# Germany in March



## Sideways86 (Feb 25, 2009)

we have ten days to tour any good ideas on what to do.

any help would be gratefully recieved

many thanks


----------



## Zebedee (Oct 3, 2007)

I'm not sure about March, but if you haven't been down the Mosel Valley, starting from Trier, that's certainly one to think about.

It may be a bit chilly and I doubt if the services will all be open on the Stellplatz. It would be worth finding out first, since you would use them exclusively I expect.

Dave


----------



## midlifecrisismil (Sep 27, 2009)

How about the world biathlon championships at Ruhpolding - see here http://www.ruhpolding2012.com/en/tickets/tickets.html - although may be a bit further than you want to travel


----------



## thegamwellsmythes (Jul 29, 2008)

Another vote for the Mosel valley or perhaps the Eifel Mountains.

You could be at Lake Constance in two days driving.

Not sure what the weather would be like in March though.

Have a great trip.


----------



## Zepp (May 14, 2009)

Very good chance parts of the Mosel maybe flooded in March also alot of the sites don't open til April .




Paul


----------



## hblewett (Jan 28, 2008)

We drove through the Mosel last March and it was OK. Plenty of Stellplatz to stop at right on the river, with no competition.
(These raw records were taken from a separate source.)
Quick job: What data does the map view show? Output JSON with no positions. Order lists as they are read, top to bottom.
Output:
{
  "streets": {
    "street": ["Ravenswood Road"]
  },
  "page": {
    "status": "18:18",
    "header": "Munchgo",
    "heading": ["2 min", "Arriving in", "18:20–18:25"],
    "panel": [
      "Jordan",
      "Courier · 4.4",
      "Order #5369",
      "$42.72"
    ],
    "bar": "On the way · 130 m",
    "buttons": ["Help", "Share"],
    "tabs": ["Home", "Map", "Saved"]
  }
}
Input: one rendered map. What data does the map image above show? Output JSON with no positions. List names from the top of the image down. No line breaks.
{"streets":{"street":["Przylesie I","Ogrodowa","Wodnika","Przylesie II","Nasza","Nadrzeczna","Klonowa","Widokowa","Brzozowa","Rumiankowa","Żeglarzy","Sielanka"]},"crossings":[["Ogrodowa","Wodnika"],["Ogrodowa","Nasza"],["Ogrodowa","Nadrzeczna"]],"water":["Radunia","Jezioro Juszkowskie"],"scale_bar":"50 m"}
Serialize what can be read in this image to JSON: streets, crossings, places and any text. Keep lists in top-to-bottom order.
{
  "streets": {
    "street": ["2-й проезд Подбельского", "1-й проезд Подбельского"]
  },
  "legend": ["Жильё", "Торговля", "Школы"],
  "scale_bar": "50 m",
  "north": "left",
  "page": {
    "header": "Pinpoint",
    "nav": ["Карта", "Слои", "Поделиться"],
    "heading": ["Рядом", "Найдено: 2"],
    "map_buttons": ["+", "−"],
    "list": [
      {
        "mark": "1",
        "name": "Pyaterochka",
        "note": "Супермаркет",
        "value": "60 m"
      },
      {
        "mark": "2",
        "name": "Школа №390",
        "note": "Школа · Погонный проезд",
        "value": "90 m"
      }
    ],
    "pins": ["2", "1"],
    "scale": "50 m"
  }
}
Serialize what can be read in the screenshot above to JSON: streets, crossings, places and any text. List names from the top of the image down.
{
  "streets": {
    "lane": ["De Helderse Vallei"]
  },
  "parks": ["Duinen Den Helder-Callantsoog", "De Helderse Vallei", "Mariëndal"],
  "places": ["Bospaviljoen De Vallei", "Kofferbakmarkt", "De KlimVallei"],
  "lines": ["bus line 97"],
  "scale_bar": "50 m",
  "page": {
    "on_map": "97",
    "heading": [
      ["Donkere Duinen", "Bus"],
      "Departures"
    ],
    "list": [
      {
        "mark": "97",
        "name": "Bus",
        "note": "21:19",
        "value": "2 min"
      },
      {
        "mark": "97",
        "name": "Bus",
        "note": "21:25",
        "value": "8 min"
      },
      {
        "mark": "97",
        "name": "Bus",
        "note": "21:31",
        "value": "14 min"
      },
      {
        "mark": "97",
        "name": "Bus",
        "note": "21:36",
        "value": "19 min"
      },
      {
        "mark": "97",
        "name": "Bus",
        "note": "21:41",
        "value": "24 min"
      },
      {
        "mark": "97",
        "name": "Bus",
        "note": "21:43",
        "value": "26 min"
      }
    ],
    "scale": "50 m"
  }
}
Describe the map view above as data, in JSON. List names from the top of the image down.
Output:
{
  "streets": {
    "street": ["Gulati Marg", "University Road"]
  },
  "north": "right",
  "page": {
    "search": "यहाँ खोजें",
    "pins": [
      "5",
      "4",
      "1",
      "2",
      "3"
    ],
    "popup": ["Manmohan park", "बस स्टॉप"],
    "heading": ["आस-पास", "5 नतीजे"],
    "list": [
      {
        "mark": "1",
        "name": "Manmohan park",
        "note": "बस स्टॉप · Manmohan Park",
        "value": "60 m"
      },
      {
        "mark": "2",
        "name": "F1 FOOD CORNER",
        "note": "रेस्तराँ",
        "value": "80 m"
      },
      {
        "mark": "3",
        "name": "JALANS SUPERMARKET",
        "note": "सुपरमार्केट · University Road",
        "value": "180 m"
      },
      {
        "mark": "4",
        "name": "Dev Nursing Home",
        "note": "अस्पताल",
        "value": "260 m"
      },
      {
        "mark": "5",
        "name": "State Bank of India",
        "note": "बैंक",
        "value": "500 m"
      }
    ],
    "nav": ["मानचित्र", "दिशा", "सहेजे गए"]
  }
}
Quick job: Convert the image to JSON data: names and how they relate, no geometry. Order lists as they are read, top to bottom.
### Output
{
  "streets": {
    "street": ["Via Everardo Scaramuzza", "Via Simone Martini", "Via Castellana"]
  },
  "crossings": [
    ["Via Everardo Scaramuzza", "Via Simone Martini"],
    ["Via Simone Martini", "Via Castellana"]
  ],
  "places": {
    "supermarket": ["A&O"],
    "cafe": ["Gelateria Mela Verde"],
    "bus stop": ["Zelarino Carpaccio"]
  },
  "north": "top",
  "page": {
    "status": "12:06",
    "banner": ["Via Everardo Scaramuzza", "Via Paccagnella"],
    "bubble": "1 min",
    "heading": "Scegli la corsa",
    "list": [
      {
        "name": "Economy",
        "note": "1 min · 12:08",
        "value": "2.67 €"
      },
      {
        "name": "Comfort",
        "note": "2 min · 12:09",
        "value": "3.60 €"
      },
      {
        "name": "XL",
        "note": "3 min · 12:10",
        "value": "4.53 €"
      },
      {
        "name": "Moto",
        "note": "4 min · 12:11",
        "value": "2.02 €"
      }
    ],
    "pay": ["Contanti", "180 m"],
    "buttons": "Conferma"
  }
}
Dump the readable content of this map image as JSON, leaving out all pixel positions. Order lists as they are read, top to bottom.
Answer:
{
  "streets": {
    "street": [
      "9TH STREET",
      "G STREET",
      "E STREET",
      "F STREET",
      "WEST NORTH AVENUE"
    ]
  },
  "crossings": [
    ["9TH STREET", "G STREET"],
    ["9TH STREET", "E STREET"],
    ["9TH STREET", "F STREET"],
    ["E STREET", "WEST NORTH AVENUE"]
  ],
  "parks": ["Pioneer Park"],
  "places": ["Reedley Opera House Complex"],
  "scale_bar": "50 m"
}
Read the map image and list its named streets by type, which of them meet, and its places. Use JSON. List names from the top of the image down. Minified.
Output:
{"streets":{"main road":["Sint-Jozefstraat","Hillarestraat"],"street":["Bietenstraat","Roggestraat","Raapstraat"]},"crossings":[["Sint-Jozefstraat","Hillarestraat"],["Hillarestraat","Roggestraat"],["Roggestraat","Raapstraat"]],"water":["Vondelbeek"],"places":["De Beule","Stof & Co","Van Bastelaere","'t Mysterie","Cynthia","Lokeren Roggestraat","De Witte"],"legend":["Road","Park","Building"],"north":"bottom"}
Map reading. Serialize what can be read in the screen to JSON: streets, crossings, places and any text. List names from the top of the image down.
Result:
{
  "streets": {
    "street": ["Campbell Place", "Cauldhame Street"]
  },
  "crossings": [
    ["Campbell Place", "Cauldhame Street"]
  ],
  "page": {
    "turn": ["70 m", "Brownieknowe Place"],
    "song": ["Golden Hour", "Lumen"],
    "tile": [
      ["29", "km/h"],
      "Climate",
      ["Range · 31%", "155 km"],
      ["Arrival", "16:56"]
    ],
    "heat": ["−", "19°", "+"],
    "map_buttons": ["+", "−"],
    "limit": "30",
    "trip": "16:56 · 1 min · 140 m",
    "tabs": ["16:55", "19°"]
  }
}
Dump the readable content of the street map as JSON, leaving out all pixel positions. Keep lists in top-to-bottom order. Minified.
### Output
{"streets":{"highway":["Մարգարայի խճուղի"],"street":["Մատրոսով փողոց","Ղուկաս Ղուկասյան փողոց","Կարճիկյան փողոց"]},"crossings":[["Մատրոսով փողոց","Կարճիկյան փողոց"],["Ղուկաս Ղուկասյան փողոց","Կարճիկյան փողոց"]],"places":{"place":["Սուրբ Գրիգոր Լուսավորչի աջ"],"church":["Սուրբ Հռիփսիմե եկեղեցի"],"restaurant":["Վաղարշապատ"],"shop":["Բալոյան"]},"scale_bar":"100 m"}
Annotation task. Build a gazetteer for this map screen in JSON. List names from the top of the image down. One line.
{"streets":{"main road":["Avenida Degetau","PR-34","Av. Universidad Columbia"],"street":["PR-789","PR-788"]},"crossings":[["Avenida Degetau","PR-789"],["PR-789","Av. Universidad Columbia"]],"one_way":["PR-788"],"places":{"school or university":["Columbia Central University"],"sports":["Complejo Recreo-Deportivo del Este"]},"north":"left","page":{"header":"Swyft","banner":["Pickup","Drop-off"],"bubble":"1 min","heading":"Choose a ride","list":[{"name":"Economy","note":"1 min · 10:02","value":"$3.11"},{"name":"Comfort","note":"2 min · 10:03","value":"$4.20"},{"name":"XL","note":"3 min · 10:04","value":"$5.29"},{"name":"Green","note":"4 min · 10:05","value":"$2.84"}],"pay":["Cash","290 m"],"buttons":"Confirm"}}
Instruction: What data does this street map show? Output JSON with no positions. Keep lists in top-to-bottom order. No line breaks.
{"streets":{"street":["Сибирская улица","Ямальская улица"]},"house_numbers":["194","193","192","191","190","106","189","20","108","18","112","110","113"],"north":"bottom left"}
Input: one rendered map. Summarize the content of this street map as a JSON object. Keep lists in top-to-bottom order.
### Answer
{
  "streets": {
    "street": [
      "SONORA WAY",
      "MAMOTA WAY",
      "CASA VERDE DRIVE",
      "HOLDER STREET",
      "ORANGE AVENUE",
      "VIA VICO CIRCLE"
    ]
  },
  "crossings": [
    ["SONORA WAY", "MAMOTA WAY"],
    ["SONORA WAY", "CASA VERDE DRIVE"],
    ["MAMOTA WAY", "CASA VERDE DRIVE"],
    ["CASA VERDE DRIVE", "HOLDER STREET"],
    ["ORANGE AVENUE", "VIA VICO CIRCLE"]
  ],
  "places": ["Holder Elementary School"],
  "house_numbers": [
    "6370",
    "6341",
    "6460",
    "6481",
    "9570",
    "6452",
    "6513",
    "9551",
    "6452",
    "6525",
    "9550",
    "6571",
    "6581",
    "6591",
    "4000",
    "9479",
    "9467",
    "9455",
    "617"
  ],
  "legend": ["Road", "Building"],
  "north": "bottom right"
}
Just need to keep wrapped up. Trier is worth a day or two itself. 

Also worth visiting Lille and Ghent - may be one on the way there, one on the way back


----------



## Boff (May 10, 2005)

Hi,

touring Germany in March means you should be flexible: Weather-wise everything is possible between +20 degrees C and blizzard conditions. The Mosel valley might be really pretty, but then at least sites close to the river might be flooded. Especially in mountainous regions like Eifel, Pfalz or Schwarzwald snow and ice are still quite probable.

If you want all possibilities, then I would recommend the upper Rhine valley between Karlsruhe and Freiburg: It is quite likely that down in the valley towns street cafes are already open, while just a stone's throw away in Schwarzwald, or the Vosges mountains on the other side, you can still go skiing. Loads of Stellplatz sites, wineyards, castles and scenic towns can be found as well.

Best Regards,
Gerhard


----------



## Losos (Oct 28, 2009)

Sideways86 said:


> we have ten days to tour any good ideas on what to do. any help would be gratefully recieved many thanks


Germany is a very big place, and as some have already said it can get cold on high ground maybe even -15C in March also as mentioned above pick a region and keep within it - Thuringa region has some interesting places to visit.

BTW if you contact the German Tourist Office in London they will send you a book with thousands of camp sites which might help you plan your trip.


----------



## MeFeinMcCabe (Mar 28, 2009)

Head for Winterberg, wee bit of skiing, cannae beat it


----------



## bernieb (Oct 9, 2011)

Baden Baden is a lovely spa town , a bit like Harrogate and the Mosel Valley Bernkastel-Kues is very nice with cycle paths along the river. Pletny of stellplatz too.


----------